[[ Data for the task open ]]
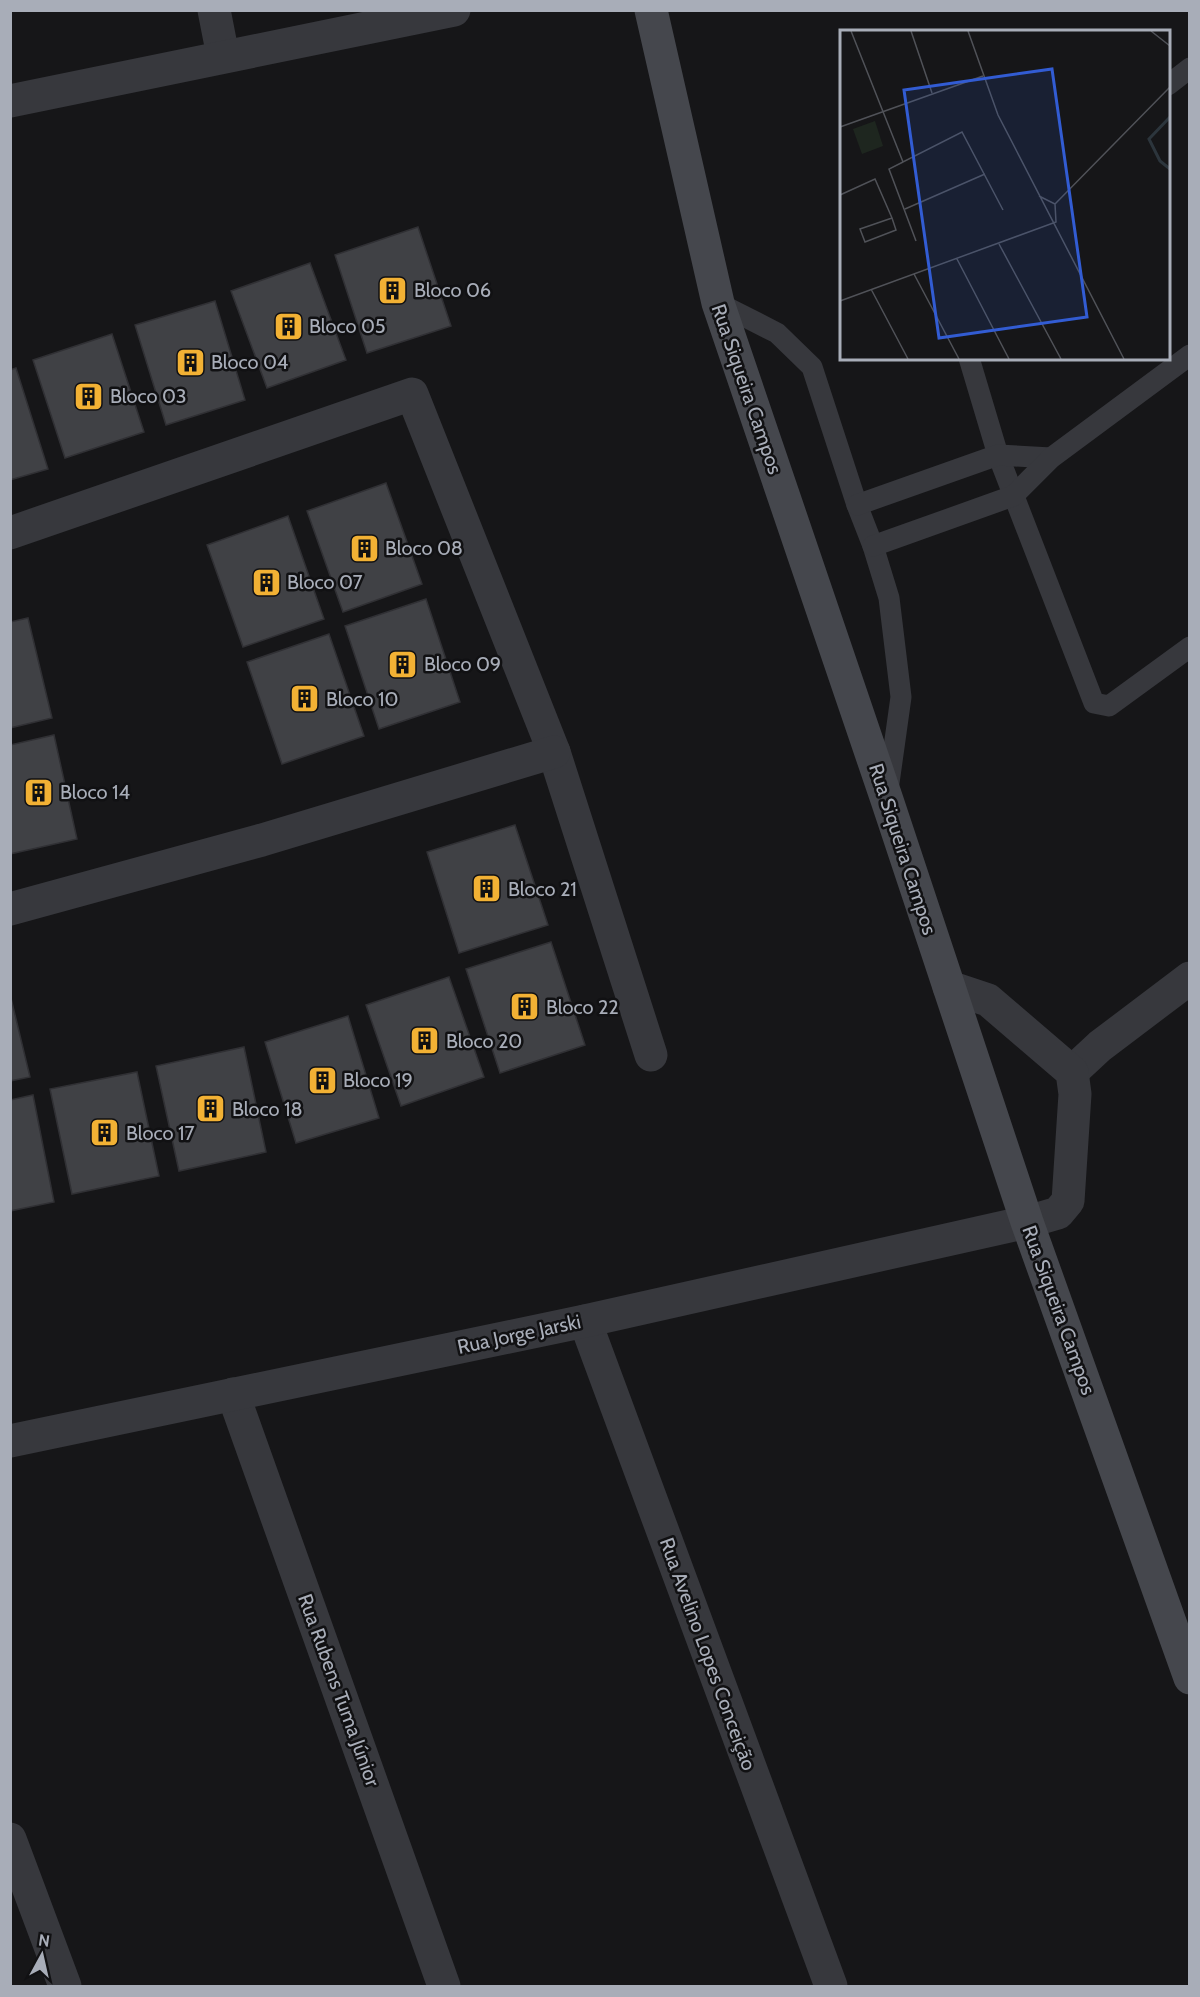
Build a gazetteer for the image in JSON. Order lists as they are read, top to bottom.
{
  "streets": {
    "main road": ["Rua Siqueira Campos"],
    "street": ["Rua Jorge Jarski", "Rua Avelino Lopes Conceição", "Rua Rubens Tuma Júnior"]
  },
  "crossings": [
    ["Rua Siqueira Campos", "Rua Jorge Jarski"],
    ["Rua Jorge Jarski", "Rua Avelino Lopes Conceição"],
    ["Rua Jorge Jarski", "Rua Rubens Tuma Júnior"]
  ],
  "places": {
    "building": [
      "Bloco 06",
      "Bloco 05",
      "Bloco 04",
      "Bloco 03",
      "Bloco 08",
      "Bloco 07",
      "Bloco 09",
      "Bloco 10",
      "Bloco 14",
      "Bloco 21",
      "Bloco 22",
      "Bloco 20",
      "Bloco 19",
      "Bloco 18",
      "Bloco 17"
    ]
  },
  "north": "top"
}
[[ Data for the task closed ]]
### What is required
Reproduce each line above precisely, with no pictures.

### Solution to the problem
Build a gazetteer for the image in JSON. Order lists as they are read, top to bottom.
{
  "streets": {
    "main road": ["Rua Siqueira Campos"],
    "street": ["Rua Jorge Jarski", "Rua Avelino Lopes Conceição", "Rua Rubens Tuma Júnior"]
  },
  "crossings": [
    ["Rua Siqueira Campos", "Rua Jorge Jarski"],
    ["Rua Jorge Jarski", "Rua Avelino Lopes Conceição"],
    ["Rua Jorge Jarski", "Rua Rubens Tuma Júnior"]
  ],
  "places": {
    "building": [
      "Bloco 06",
      "Bloco 05",
      "Bloco 04",
      "Bloco 03",
      "Bloco 08",
      "Bloco 07",
      "Bloco 09",
      "Bloco 10",
      "Bloco 14",
      "Bloco 21",
      "Bloco 22",
      "Bloco 20",
      "Bloco 19",
      "Bloco 18",
      "Bloco 17"
    ]
  },
  "north": "top"
}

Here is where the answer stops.